Machine Learning Golf: Multiplication

69

15

I'd like to propose a different kind of golfing challenge to this community:

(Artificial) Neural Networks are very popular machine learning models that can be designed and trained to approximate any given (usually unknown) function. They're often used to solve highly complex problems that we don't know how to solve algorithmically like speech recognition, certain kinds of image classifications, various tasks in autonomous driving systems, ... For a primer on neural networks, consider this excellent Wikipedia article.

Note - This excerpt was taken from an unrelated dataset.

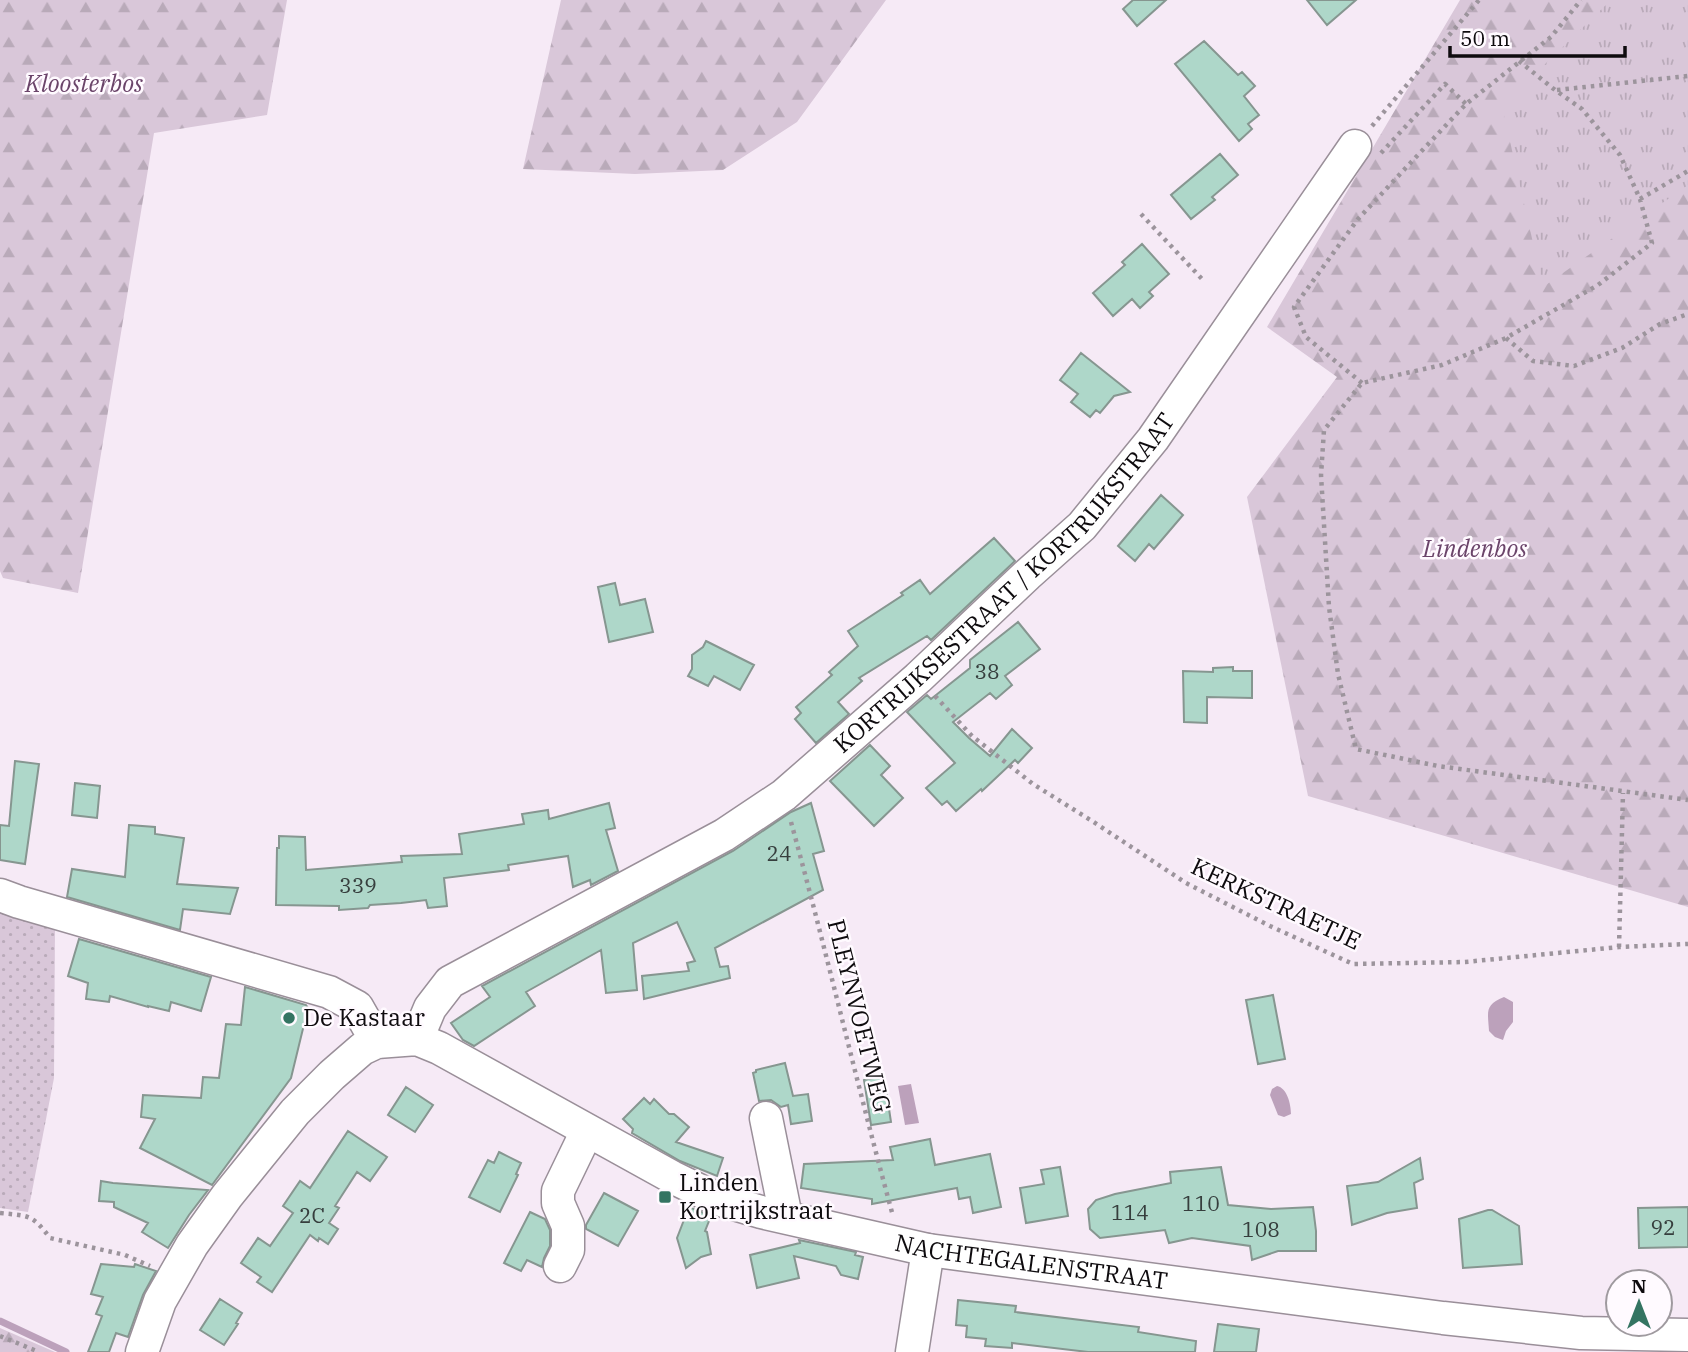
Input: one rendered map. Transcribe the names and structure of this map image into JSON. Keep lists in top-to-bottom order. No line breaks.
{"streets":{"street":["KORTRIJKSESTRAAT / KORTRIJKSTRAAT","NACHTEGALENSTRAAT"],"path":["KERKSTRAETJE","PLEYNVOETWEG"]},"crossings":[["KORTRIJKSESTRAAT / KORTRIJKSTRAAT","KERKSTRAETJE"],["KORTRIJKSESTRAAT / KORTRIJKSTRAAT","PLEYNVOETWEG"],["KORTRIJKSESTRAAT / KORTRIJKSTRAAT","NACHTEGALENSTRAAT"],["PLEYNVOETWEG","NACHTEGALENSTRAAT"]],"parks":["Kloosterbos","Lindenbos"],"places":{"other":["De Kastaar"],"transit":["Linden Kortrijkstraat"]},"house_numbers":["38","24","339","110","114","2C","92","108"],"scale_bar":"50 m","north":"top"}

As this is the first in what I hope to be a series of machine learning golf challenges, I'd like to keep things as simple as possible:

In the language and framework of your choice, design and train a neural network that, given \$(x_1, x_2)\$ calculates their product \$x_1 \cdot x_2\$ for all integers \$x_1, x_2\$ between (and including) \$-10\$ and \$10\$.

Performance Goal

To qualify, your model may not deviate by more than \$0.5\$ from the correct result on any of those entries.

Rules

Your model

  • must be a 'traditional' neural network (a node's value is calculated as a weighted linear combination of some of the nodes in a previous layer followed by an activation function),
  • may only use the following standard activation functions:
    1. \$\textrm{linear}(x) = x\$,
    2. \$\textrm{softmax}(\vec{x})_i = \frac{e^{x_i}}{\sum_j e^{x_j}}\$,
    3. \$\textrm{selu}_{\alpha, \beta}(x) = \begin{cases} \beta \cdot x & \text{, if } x > 0 \\ \alpha \cdot \beta (e^x -1 ) & \text{, otherwise} \end{cases}\$,
    4. \$\textrm{softplus}(x) = \ln(e^x+1)\$,
    5. \$\textrm{leaky-relu}_\alpha(x) = \begin{cases} x & \text{, if } x < 0 \\ \alpha \cdot x & \text{, otherwise} \end{cases}\$,
    6. \$\tanh(x)\$,
    7. \$\textrm{sigmoid}(x) = \frac{e^x}{e^x+1}\$,
    8. \$\textrm{hard-sigmoid}(x) = \begin{cases} 0 & \text{, if } x < -2.5 \\ 1 & \text{, if } x > 2.5 \\ 0.2 \cdot x + 0.5 & \text{, otherwise} \end{cases}\$,
    9. \$e^x\$
  • must take \$(x_1, x_2)\$ either as a tupel/vector/list/... of integers or floats as its only input,
  • return the answer as an integer, float (or a suitable container, e.g. a vector or list, that contains this answer).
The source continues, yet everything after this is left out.